--- Task requirements ---
Return the data below unchanged. Drop any pictures.

=== Supplied material ===

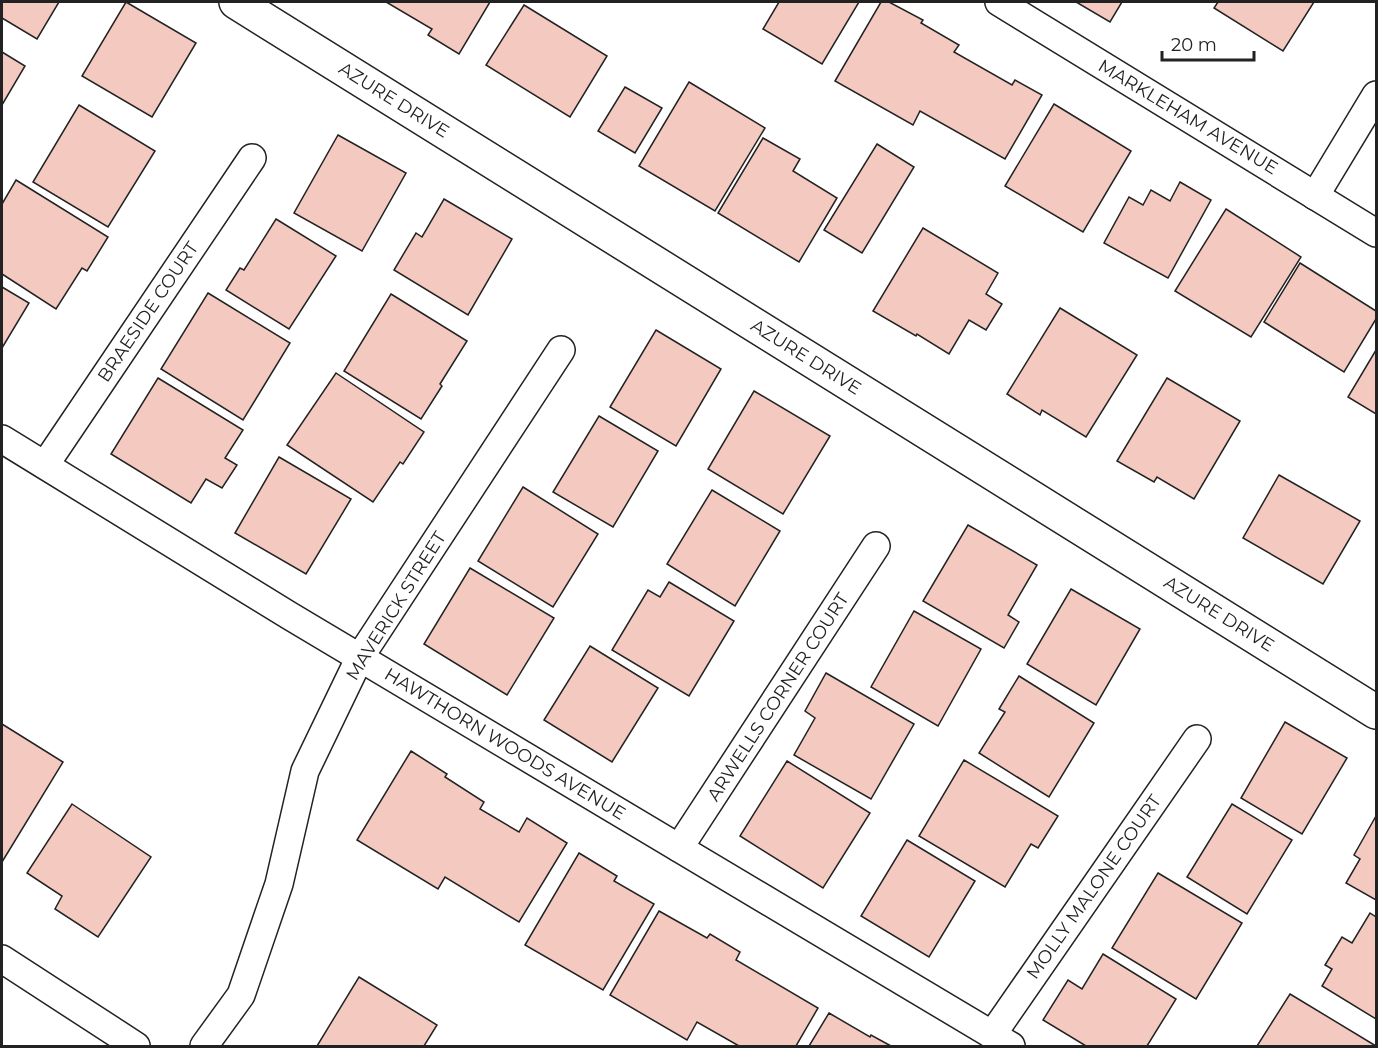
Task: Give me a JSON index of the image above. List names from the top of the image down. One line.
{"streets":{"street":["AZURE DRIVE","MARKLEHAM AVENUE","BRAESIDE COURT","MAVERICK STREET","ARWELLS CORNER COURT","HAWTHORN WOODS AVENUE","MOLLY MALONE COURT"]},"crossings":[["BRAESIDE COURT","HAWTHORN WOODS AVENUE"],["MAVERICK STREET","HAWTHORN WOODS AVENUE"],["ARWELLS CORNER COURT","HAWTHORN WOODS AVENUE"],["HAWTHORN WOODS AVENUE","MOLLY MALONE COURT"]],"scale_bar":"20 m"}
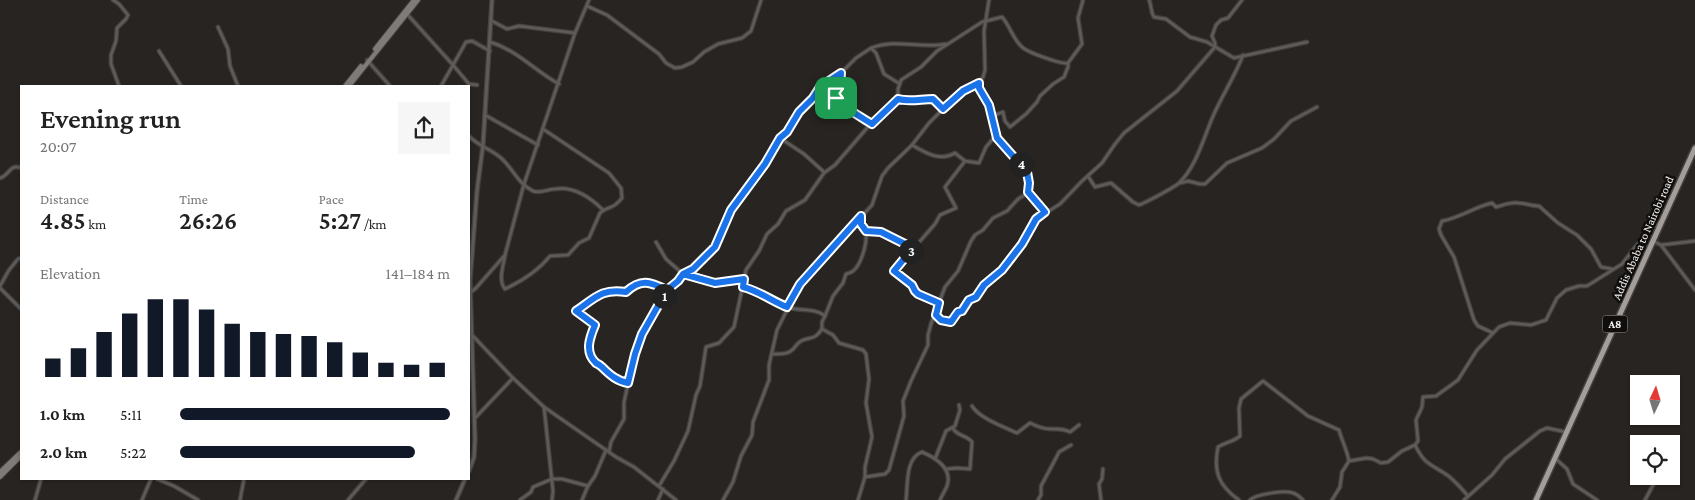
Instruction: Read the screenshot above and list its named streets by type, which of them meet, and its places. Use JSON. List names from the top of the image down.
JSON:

===

--- The completed task ---
Task: Give me a JSON index of the image above. List names from the top of the image down. One line.
{"streets":{"street":["AZURE DRIVE","MARKLEHAM AVENUE","BRAESIDE COURT","MAVERICK STREET","ARWELLS CORNER COURT","HAWTHORN WOODS AVENUE","MOLLY MALONE COURT"]},"crossings":[["BRAESIDE COURT","HAWTHORN WOODS AVENUE"],["MAVERICK STREET","HAWTHORN WOODS AVENUE"],["ARWELLS CORNER COURT","HAWTHORN WOODS AVENUE"],["HAWTHORN WOODS AVENUE","MOLLY MALONE COURT"]],"scale_bar":"20 m"}
Instruction: Read the screenshot above and list its named streets by type, which of them meet, and its places. Use JSON. List names from the top of the image down.
JSON:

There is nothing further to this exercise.